Aim of the task:
Whenever a line of the records below contains the word "positions", copy that line.

Supplied material:

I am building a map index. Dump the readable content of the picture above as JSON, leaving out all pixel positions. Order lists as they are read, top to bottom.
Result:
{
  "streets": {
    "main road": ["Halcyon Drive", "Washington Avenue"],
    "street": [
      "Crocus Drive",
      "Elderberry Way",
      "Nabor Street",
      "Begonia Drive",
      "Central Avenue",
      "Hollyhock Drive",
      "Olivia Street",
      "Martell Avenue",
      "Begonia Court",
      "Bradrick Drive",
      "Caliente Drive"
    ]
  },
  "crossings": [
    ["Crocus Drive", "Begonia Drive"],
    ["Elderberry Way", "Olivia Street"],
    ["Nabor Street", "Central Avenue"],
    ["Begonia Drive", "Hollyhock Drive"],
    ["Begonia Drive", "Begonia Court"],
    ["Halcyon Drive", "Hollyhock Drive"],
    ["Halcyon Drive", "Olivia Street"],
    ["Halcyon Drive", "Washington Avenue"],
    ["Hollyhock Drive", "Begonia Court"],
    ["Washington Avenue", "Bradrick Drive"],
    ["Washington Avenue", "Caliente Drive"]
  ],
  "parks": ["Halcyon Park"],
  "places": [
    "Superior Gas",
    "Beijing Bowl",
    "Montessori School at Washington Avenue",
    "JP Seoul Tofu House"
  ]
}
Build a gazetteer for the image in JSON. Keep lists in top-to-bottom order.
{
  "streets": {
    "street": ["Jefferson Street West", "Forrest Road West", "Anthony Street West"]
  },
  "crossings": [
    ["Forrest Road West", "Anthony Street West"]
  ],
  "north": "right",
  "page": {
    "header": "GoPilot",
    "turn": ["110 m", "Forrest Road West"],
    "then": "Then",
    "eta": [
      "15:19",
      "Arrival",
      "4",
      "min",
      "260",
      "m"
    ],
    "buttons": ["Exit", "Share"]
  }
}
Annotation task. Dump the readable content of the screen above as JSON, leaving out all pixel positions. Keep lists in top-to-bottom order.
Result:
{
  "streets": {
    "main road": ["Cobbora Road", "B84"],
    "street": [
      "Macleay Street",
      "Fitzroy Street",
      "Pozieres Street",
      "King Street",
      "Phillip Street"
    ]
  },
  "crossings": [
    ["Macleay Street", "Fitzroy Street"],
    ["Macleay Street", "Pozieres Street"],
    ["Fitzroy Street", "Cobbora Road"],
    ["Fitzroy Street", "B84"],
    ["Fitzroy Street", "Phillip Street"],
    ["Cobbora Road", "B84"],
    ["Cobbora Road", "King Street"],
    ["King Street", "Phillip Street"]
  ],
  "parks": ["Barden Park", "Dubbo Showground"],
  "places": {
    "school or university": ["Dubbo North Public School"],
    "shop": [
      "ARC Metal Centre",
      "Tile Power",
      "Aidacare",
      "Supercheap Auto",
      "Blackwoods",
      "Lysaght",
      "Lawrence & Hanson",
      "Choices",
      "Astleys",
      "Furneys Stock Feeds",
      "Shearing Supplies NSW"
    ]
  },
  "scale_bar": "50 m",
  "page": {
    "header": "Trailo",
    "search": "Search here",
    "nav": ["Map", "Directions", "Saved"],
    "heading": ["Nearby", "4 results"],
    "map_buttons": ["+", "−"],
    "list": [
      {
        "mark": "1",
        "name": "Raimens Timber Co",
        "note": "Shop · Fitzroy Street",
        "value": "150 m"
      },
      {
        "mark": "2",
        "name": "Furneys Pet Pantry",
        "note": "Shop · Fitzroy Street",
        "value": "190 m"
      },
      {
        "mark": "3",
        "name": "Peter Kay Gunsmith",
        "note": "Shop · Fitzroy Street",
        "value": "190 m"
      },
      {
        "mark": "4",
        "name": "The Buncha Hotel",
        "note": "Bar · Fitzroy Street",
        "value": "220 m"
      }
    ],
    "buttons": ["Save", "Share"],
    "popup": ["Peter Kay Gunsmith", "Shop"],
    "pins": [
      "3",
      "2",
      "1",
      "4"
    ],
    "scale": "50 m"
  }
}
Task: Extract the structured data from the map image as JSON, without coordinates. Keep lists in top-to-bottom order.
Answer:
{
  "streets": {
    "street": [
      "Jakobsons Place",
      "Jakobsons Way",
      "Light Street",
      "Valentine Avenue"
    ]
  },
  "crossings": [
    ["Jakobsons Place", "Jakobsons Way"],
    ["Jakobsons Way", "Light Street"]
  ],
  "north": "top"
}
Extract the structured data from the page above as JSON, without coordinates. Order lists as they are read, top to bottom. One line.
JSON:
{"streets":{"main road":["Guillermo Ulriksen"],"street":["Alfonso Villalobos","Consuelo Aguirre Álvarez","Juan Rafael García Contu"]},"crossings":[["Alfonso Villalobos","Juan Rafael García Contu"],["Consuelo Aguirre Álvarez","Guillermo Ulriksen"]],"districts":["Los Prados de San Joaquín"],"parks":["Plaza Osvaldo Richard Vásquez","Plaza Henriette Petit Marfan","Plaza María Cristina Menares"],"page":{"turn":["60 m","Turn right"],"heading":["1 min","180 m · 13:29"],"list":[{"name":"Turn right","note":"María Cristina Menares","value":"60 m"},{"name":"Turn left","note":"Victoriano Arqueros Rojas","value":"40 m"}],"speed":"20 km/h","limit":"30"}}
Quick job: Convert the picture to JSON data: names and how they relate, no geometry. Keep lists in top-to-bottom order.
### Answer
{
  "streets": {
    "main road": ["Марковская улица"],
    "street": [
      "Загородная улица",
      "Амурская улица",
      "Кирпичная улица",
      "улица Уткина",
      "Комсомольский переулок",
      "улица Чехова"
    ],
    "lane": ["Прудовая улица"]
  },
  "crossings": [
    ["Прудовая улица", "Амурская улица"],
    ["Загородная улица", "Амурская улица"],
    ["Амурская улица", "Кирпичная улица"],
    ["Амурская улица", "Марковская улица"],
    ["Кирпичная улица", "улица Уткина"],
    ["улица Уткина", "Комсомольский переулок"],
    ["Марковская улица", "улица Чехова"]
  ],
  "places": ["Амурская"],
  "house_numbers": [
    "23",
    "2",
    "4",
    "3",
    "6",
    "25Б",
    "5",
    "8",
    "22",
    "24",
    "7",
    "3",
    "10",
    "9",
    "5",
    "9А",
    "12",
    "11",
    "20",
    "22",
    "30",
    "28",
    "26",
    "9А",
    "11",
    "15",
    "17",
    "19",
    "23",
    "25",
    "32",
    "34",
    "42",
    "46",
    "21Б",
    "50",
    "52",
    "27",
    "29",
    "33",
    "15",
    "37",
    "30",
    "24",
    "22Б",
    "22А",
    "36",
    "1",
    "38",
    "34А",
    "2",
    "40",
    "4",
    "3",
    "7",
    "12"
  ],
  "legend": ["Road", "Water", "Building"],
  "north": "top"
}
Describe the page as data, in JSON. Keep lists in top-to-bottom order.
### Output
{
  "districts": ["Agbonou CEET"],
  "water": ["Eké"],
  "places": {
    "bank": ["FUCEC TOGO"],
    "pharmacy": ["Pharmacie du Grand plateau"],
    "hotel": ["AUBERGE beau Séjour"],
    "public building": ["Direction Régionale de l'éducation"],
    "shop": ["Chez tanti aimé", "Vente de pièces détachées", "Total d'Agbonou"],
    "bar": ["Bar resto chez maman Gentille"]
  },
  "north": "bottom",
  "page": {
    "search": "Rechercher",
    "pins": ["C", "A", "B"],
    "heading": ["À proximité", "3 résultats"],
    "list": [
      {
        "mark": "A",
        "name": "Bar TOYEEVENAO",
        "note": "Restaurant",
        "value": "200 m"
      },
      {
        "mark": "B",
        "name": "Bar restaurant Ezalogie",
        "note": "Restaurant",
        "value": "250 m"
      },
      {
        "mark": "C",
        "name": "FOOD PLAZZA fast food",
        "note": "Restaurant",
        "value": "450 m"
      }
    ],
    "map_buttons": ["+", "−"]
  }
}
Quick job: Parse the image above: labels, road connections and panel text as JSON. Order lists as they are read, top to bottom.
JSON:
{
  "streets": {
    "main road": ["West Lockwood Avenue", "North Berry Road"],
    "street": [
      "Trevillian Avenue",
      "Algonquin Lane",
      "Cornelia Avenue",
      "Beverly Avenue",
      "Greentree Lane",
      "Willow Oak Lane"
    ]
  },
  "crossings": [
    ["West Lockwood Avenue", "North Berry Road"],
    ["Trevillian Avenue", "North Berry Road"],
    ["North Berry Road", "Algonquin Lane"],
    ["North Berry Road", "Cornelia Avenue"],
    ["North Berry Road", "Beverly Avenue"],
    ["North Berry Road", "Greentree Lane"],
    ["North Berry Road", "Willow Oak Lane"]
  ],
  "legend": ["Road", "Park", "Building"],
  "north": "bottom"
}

Solution for this problem:
I am building a map index. Dump the readable content of the picture above as JSON, leaving out all pixel positions. Order lists as they are read, top to bottom.
Annotation task. Dump the readable content of the screen above as JSON, leaving out all pixel positions. Keep lists in top-to-bottom order.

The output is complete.